Under the Emergency Grant section of the Act, it declares any small business concern, private nonprofit or any “small agricultural cooperatives” may request from the Administrator of the SBA an advance amount of money. In fact, if you qualify, your entity can receive an advance of $10,000. You must use this $10,000 to provide paid sick leave, your payroll, increased costs due to rising prices of materials, making rent or mortgage payments and repaying obligations that cannot be met due to lost income.
An approved applicant does not have to repay any of the $10,000 even if it is subsequently denied a loan under EIDL.
$10 billion was the amount Congress appropriated for this emergency loan program. In Section 111 of the CARES Act, “The Administrator shall provide the resources and services made available by the Administration to small business concerns in the 10 most commonly spoken languages, other than English, in the United States, which shall include Mandarin, Cantonese, Japanese, and Korean.”
There is also authorized $25 million to carry out this language provision.
I have been advised by two farming operations that the Small Business Administration Disaster Loan Application declares farmers are INELIGBLE for this loan program. Yet, nothing in the statute precludes farmers from applying for this emergency grant of $10,000. Yet, in reviewing the Disaster Loan Assistance document, we see that OMB control #3245-0406 Expiration Date: 09/30/2020 states clearly that one is “not eligible” for an emergency loan. The applicant must swear that “Applicant is not an agricultural enterprise (e.g., farm), other than an aquaculture enterprise, agricultural cooperative, or nursery.”
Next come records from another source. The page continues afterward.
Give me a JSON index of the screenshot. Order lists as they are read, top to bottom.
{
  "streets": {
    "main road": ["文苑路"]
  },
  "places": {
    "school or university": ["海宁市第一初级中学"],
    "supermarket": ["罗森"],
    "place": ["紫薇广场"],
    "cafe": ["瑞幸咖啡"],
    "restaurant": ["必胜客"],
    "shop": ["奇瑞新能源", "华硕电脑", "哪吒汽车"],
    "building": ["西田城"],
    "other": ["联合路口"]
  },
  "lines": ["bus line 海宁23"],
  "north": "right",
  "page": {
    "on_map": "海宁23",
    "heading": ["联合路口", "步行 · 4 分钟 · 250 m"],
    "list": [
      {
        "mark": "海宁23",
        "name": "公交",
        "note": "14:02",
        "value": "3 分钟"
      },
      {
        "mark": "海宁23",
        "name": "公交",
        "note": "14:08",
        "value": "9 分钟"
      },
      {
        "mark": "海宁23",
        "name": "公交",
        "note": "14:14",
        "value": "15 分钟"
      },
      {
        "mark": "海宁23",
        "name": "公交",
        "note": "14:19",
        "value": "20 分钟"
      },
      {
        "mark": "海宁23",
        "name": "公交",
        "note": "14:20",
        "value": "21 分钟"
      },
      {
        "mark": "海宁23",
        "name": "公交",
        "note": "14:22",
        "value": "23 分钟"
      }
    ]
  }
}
Also, farmers will appreciate knowing they are lumped in with businesses involved with prurient sexual nature and derive their gross revenue from the sale of products and services that involve depictions or displays of a prurient sexual nature.
As stated earlier there is absolutely nothing in the statute which precludes farmers and farming operations from applying for the EIDL Emergency Loans except some bureaucrat in Washington, DC.
Farm organizations are working to change this exclusion of farmers from the EIDL program.